Gabriela, o remake, lá terminou na SIC e infelizmente tudo o que temia confirmou-se. Há cerca de 1 mês, tal era a minha irritação com a "inspiração" de Gabriela, que pedi o livro emprestado à biblioteca e o li. Há motivos melhores para ler um livro, principalmente tratando-se de um livro e escritor tão importantes, mas finalmente li Gabriela, Cravo e Canela.

A equipa da Globo foi muito esperta, no genérico não escreveu "adaptado de" mas "inspirado em". Isso descartou-os de toda e qualquer obrigação a uma fidelidade para com o livro e deu-lhes carta branca para fazerem o que lhes apetecesse. Infelizmente no caso de Gabriela o resultado foi medíocre, comparando primeiro com o livro e depois também com a novela dos anos 70. Mas vamos por partes.

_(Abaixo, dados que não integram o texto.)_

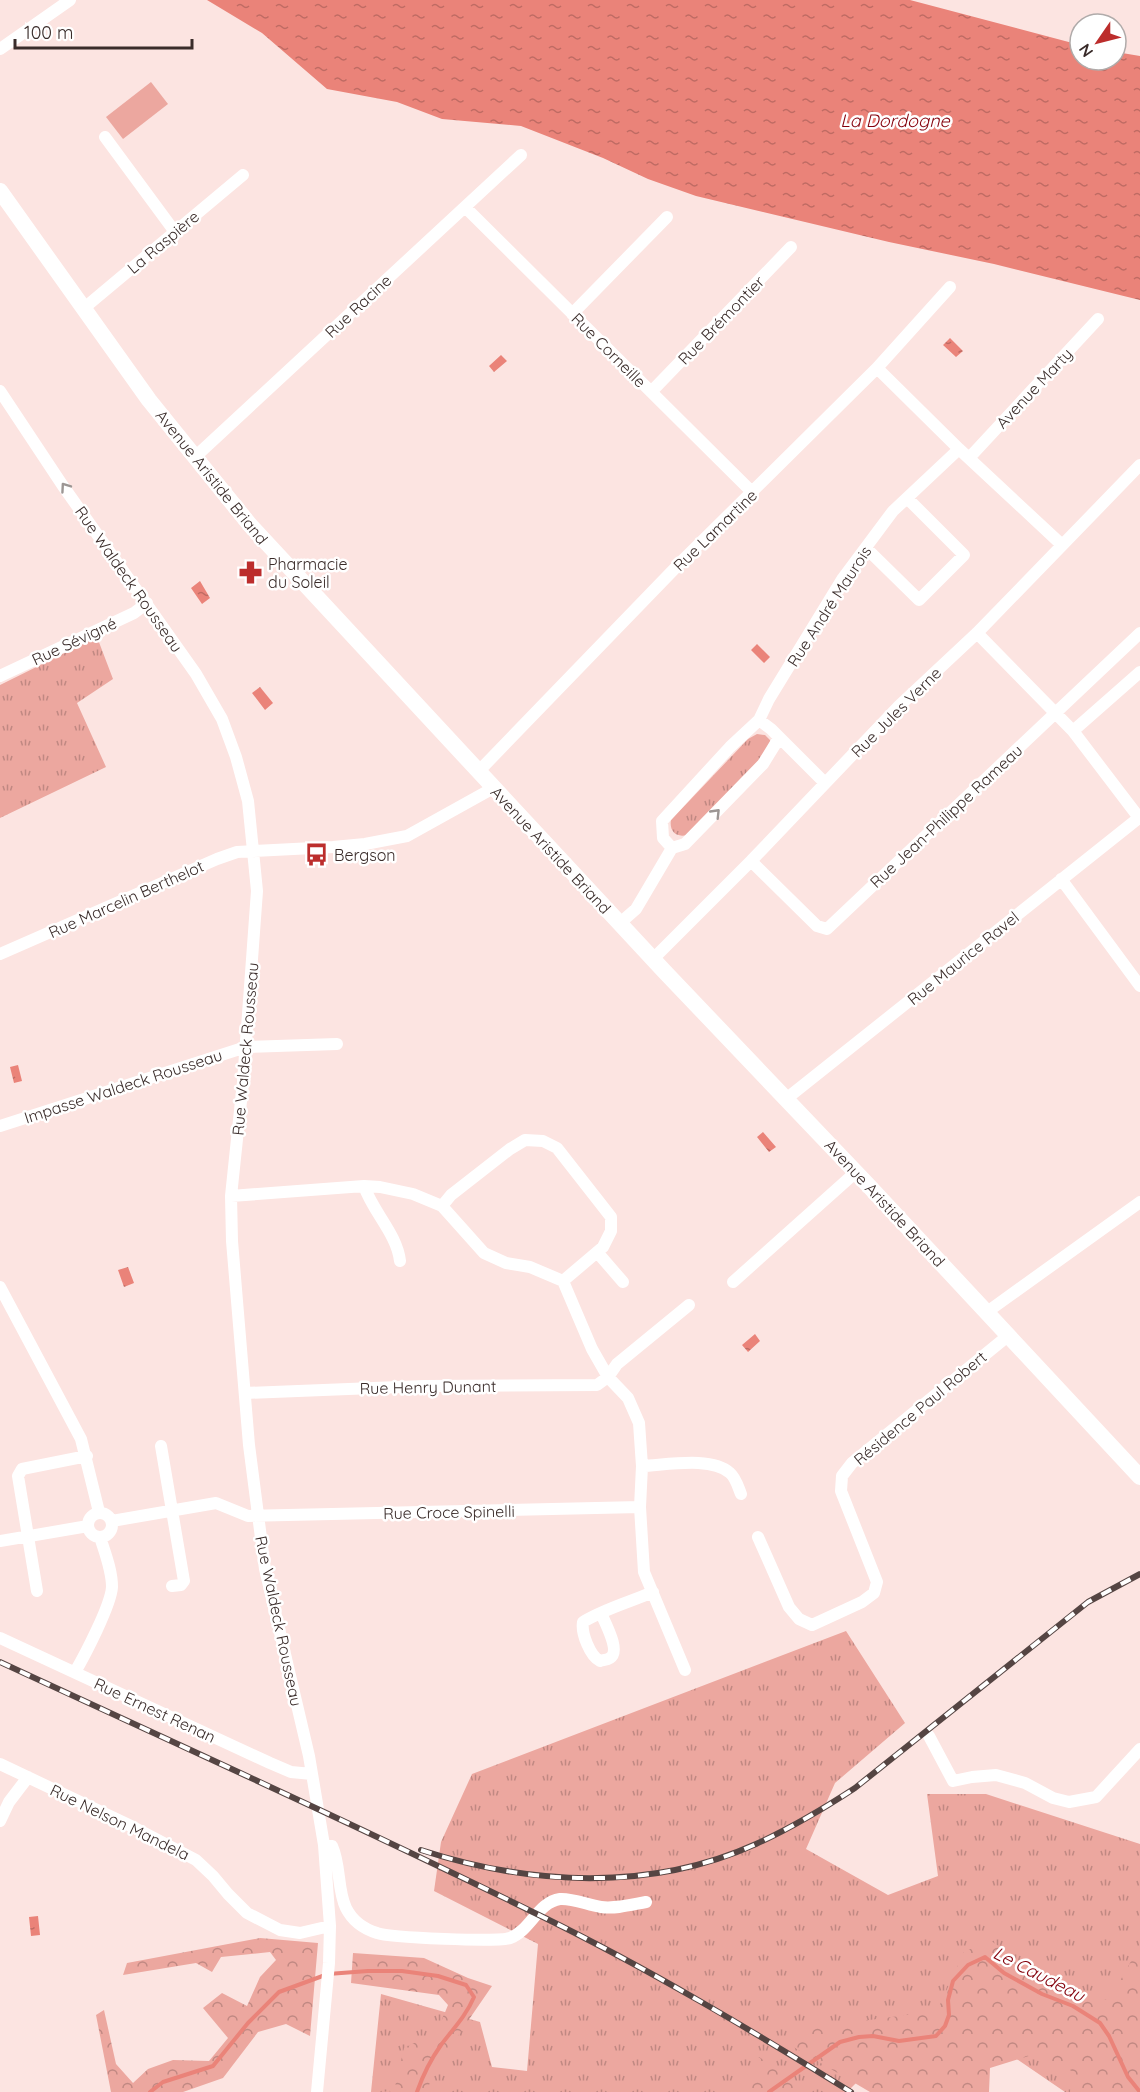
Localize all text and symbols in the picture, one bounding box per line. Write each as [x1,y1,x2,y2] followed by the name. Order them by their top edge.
[15,12,192,50] scale bar
[1068,12,1128,72] north arrow
[24,21,73,44] text: 100 m
[1074,40,1097,61] text: N
[840,109,951,132] water label: La Dordogne
[123,206,203,278] street label: La Raspière
[321,270,395,342] street label: Rue Racine
[674,271,768,369] street label: Rue Brémontier
[568,309,650,391] street label: Rue Corneille
[992,344,1076,432] street label: Avenue Marty
[152,406,272,548] street label: Avenue Aristide Briand
[61,483,72,494] one-way arrow
[669,485,761,575] street label: Rue Lamartine
[71,502,187,656] street label: Rue Waldeck Rousseau
[783,542,875,670] street label: Rue André Maurois
[268,554,348,592] place label: Pharmacie du Soleil
[237,560,263,586] pharmacy icon: Pharmacie du Soleil
[28,613,120,669] street label: Rue Sévigné
[847,663,945,761] street label: Rue Jules Verne
[866,740,1026,892] street label: Rue Jean-Philippe Rameau
[487,782,615,918] street label: Avenue Aristide Briand
[709,809,720,820] one-way arrow
[303,842,329,868] bus stop icon: Bergson
[334,845,396,865] place label: Bergson
[45,856,207,942] street label: Rue Marcelin Berthelot
[903,907,1023,1009] street label: Rue Maurice Ravel
[227,962,263,1136] street label: Rue Waldeck Rousseau
[21,1044,225,1128] street label: Impasse Waldeck Rousseau
[821,1135,949,1271] street label: Avenue Aristide Briand
[850,1347,990,1469] street label: Résidence Paul Robert
[359,1376,497,1398] street label: Rue Henry Dunant
[383,1501,515,1523] street label: Rue Croce Spinelli
[251,1534,307,1708] street label: Rue Waldeck Rousseau
[91,1673,219,1747] street label: Rue Ernest Renan
[47,1780,193,1864] street label: Rue Nelson Mandela
[989,1941,1090,2008] water label: Le Caudeau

O elenco. Infelizmente o elenco não foi dos mais felizes apesar de contar com nomes de peso nos actores televisivos brasileiros. Os únicos, mesmo os unicos que achei bem escolhidos e que tiveram um bom desempenho foram Juliana Paes, como Gabriela e Matheus Solano, como Mundinho Falcão [ai Matheus, se te apanhasse à minha frente...]. Habitualmente gosto de Humberto Martins, mas ele é demasiado bronco para fazer de Nacib, o Nacib dele aborreceu-me e achei-o uma personagem desinteressante (ao contrário do livro e da 1ª novela). Armando Bógus, volta que estás perdoado! Armando Bógus, o Nacib dos anos 70, para além de corresponder melhor à descrição do livro, era um actor com "A" grande. Já António Fagundes é demasiado novo para fazer de Coronel Ramiro Bastos (com 80 anos no livro) e, pior, tentou emular Paulo Gracindo, ficando a léguas do Coronel original. Paulo Gracindo metia medo, Fagundes foi ridículo. O Tonico Bastos de Marcelo Serrado não chegou nem por sombras aos calcanhares de Fúlvio Stefanini. Todos os maneirismos que em Stefanini eram curiosos e engraçados ("manequim de porta de loja"), no exagero de Marcelo Serrado, provavelmente a querer desligar-se de Crô de Fina Estampa, tornou Tonico num palhaço. Outro palhaço foi o Professor Josué (de Anderson di Rizzi), ao contrário do tímido e desengonçado de Marco Nanini. Muito diferente do livro e da versão dos anos 70, Malvina (a minha personagem preferida por tudo o que ela representa) é uma rapariga brejeira e respondona e não uma rapariga sensível, inteligente, intelectual, ingénua e revoltada. Ao colocarem Vanessa Giácomo, já de si muito brejeira, a fazer a personagem estragaram tudo. A única que está mais próxima do livro é Jerusa, apesar de no livro ela ser menos mosquinha-morta e um pouco mais pespineta. E nem vou falar de Zarolha, tenho IMENSAS saudades da maravilhosa Dina Sfat.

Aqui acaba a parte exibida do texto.